Roseller "Matoy" Barinaga (born August 4, 1936) is a Filipino lawyer and politician from the province of Zamboanga del Norte. He previously served as Vice Mayor of Dipolog (1970–1978), Mayor of Dipolog (1978–1986; 1988–1998), member of the Philippine House of Representatives from the 2nd legislative district of Zamboanga del Norte from 1998 to 2007, and Undersecretary for Mindanao of the National Anti-Poverty Commission (2016–2018).

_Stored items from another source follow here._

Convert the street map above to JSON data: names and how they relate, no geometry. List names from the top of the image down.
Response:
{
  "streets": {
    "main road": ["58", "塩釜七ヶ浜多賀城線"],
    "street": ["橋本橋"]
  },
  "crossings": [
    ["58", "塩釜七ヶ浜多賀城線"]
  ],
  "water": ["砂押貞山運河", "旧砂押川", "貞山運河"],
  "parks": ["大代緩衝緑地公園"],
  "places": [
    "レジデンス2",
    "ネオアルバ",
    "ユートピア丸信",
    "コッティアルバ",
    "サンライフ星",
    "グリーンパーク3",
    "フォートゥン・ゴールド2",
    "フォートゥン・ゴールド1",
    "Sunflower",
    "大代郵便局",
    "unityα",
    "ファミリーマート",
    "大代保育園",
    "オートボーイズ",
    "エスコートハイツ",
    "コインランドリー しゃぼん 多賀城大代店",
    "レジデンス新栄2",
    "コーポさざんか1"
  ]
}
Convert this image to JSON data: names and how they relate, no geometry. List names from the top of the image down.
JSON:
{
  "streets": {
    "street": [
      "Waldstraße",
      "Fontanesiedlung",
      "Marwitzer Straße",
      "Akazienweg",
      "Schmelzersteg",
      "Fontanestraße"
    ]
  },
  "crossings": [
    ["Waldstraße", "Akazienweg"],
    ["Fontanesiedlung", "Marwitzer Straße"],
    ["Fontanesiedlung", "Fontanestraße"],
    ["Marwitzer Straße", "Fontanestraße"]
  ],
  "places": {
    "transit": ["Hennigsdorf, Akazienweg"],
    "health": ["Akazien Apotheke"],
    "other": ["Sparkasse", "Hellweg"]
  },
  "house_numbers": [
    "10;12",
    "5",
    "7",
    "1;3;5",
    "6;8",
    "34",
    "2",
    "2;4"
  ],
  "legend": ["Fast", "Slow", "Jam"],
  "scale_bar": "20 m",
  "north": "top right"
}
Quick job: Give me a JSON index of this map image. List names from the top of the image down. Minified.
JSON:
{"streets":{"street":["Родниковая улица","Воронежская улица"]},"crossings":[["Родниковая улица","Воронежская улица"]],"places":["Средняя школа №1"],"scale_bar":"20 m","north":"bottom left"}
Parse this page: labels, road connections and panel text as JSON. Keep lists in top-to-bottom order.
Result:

Apart from his political career, Barinaga served as a professor and dean in Jose Rizal Memorial State University - Main Campus in Dapitan.

Political career
Barinaga, then a vice mayor at that time, was appointed as city mayor by Philippine President Ferdinand Marcos in 1978. He would be removed from the position after the 1986 EDSA People Power Revolution. Not long enough, Barinaga would return to city hall as mayor in 1988 until his resignation in 1998 when he ran and won as representative for the 2nd District of Zamboanga del Norte until 2007.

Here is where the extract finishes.